While this is completely hindsight, we’d point out that in 3Q the company put up a decline of 4.5% in revenue, 17.7% in EBIT, 24.4% in EPS, and -70% in cash flow. Inventory was up 6%, representing a negative 11 point delta in the Sales/Inventory spread. It really has never been worse for WWW in this cycle. Its current SIGMA reading (Quad3) is horrible, and is extremely bearish for Gross Margins in the upcoming quarter. Its two largest brands, Merrell and Sperry, which account for 40% of sales, have slowed sequentially (on a constant C$ basis – i.e. we’re not dinging it for FX) in each of the past 4-quarters.
One reason why the value-destructing algorithm is notable is that this company should be throwing off a boatload of cash. And by ‘boatload’ we mean $300mm+. The reality is that this is the first quarter where the TTM cash flow turned down, and we expect that to continue well into 2016.

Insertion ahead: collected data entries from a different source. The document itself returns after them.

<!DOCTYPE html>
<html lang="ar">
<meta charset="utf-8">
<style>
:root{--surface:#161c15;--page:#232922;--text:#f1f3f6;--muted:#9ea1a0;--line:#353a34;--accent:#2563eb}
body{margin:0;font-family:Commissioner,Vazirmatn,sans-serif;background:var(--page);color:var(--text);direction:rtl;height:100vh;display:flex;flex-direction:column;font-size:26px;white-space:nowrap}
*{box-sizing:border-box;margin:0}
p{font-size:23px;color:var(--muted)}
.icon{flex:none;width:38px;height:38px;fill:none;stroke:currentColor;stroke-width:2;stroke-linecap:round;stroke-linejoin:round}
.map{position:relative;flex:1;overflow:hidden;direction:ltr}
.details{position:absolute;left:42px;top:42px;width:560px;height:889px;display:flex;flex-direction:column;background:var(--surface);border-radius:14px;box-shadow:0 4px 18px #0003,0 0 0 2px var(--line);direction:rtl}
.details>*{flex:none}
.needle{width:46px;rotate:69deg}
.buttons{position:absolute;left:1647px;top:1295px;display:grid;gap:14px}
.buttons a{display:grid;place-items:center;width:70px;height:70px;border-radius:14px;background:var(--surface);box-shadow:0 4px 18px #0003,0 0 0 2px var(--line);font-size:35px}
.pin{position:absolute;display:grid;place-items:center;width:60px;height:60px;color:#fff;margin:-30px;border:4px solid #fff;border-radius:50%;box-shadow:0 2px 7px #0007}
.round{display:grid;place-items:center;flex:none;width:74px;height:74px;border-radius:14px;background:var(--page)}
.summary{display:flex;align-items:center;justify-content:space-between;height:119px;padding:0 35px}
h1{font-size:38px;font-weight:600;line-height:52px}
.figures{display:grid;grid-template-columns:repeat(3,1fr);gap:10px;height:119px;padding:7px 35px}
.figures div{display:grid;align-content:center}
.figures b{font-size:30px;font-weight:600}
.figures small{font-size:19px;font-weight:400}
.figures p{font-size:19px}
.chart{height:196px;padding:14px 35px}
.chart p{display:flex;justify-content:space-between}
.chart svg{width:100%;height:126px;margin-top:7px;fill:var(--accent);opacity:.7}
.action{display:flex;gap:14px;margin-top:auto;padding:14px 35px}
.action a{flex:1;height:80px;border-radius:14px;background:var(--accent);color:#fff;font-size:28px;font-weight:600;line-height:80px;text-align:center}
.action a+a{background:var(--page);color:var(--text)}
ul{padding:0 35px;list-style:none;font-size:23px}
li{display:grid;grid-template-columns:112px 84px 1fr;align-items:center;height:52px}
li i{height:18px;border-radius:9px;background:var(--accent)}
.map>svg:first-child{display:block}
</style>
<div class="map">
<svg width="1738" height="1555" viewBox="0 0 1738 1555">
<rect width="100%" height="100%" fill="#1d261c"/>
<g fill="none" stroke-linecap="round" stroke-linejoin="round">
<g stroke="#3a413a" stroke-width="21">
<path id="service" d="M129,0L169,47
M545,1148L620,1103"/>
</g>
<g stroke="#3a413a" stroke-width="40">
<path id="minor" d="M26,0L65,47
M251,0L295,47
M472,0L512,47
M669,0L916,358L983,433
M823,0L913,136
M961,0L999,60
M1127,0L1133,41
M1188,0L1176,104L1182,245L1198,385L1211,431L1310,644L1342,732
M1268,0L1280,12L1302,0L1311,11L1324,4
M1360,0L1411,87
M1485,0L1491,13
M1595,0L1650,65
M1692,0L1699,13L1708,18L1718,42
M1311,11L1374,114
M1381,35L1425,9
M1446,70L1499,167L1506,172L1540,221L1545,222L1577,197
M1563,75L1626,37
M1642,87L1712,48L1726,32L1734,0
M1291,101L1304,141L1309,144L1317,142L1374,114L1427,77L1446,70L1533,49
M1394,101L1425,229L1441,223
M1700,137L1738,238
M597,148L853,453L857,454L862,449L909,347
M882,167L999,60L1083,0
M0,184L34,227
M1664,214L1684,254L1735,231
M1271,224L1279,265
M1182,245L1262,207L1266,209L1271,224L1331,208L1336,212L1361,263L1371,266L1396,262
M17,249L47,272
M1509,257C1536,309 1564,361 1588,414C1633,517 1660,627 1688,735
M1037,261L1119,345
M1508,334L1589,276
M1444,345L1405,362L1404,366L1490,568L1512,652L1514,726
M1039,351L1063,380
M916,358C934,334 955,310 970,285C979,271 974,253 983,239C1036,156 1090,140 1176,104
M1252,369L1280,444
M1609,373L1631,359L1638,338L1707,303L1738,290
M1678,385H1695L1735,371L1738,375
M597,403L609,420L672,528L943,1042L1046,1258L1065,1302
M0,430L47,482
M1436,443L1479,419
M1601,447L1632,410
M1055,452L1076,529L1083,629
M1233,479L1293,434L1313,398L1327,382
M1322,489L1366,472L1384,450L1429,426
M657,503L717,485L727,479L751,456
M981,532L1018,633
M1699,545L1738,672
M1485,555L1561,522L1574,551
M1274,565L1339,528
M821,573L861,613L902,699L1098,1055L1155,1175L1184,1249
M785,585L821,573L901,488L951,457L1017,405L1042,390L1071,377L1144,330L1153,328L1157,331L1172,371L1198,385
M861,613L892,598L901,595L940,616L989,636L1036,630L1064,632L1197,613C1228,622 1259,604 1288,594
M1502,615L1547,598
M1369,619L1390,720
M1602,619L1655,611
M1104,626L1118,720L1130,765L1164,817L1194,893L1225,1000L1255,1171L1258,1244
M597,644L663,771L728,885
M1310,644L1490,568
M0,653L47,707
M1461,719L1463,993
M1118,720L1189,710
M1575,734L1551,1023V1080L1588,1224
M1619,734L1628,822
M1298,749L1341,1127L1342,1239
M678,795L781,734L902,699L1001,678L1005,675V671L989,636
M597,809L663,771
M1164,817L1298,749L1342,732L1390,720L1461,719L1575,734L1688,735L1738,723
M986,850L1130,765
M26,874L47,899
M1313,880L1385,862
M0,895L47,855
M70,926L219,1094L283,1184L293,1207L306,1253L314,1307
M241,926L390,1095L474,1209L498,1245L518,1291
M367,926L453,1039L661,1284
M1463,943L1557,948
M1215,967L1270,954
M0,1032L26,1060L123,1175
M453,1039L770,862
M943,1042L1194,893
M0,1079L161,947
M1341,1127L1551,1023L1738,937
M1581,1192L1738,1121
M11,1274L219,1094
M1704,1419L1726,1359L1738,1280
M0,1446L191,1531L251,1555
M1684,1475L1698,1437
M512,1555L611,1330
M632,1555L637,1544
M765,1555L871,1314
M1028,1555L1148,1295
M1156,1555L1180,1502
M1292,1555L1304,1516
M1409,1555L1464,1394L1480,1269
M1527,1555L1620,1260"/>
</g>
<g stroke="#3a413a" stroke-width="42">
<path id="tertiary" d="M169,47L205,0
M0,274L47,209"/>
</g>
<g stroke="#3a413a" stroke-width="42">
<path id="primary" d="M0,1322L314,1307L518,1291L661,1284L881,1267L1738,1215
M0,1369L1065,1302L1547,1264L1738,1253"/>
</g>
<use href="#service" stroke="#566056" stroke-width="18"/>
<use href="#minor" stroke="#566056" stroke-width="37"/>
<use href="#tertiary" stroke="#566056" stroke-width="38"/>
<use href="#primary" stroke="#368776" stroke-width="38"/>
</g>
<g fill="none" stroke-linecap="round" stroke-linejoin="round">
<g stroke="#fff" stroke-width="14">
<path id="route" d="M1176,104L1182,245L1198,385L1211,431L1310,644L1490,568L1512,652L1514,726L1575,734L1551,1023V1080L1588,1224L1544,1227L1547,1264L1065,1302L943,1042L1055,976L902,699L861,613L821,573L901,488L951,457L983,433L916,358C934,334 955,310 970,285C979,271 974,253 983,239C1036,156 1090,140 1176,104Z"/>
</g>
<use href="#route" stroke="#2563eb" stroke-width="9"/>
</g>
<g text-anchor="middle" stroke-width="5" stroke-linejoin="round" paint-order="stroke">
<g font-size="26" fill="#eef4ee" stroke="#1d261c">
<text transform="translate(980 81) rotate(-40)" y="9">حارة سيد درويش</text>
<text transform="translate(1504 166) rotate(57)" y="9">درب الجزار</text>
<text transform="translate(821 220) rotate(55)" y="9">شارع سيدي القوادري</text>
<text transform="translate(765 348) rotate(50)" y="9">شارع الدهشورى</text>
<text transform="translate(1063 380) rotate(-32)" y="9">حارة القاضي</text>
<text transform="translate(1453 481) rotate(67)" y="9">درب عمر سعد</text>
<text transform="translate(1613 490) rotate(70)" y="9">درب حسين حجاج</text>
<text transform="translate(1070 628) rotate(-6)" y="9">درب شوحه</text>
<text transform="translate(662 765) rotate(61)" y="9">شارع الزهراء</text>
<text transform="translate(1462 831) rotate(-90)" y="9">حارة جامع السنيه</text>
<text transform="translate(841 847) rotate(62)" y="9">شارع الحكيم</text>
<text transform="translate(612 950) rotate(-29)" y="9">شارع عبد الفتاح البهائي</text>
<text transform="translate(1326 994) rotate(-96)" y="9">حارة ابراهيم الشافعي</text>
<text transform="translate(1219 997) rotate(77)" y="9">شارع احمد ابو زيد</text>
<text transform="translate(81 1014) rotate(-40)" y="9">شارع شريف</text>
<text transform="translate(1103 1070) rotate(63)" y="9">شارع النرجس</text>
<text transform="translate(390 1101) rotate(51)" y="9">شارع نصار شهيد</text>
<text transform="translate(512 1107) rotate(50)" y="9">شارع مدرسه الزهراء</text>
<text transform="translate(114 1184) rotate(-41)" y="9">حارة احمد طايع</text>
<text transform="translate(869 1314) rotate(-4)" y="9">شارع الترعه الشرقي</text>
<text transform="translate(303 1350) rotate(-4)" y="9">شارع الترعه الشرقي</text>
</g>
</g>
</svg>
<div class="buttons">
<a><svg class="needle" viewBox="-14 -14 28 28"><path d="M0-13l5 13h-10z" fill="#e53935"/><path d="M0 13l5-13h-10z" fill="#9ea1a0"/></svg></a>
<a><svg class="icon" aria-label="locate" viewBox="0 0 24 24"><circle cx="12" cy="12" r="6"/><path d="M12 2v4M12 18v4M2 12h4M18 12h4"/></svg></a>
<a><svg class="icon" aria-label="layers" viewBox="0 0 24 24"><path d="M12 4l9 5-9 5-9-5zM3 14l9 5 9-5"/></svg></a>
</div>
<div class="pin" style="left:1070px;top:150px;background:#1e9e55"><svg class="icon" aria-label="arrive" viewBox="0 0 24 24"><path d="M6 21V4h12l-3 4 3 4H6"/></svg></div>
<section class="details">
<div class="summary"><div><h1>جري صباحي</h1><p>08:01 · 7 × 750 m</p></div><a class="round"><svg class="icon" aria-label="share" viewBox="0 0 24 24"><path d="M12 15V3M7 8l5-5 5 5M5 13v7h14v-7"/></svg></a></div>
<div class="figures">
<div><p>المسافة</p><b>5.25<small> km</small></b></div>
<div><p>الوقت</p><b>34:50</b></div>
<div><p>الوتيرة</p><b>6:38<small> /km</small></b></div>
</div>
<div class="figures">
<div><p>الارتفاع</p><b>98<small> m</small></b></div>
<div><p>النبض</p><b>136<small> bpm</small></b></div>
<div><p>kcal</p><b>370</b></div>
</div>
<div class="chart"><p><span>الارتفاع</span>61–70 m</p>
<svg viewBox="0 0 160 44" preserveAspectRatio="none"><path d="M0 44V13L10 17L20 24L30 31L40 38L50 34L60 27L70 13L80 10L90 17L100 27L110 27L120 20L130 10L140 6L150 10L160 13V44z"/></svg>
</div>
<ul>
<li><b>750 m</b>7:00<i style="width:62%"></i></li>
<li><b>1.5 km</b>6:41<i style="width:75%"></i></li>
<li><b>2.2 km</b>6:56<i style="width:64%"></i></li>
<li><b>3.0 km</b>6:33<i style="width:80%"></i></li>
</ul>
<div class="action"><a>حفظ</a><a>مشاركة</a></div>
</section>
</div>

Why does this matter? Glad you asked. We have yet to meet anyone who owns WWW who does not think that this story ends in WWW doing another deal. After all, they do a deal at the friction points of almost every economic cycle. But the last thing we’re going to do is stay on board with WWW because of a theoretical backdrop of an accretive acquisition. Aside from being Thesis Drift – which we won’t succumb to – we’d note that the muted (and now declining) growth in cash flow implies that the company will have to renegotiate its lending agreements to do a deal, and still will only have $600mm-$800mm to spend. That’s nice, but a far cry from when it bought PLG for $1.2bn – effectively growing the size of the company by 66%.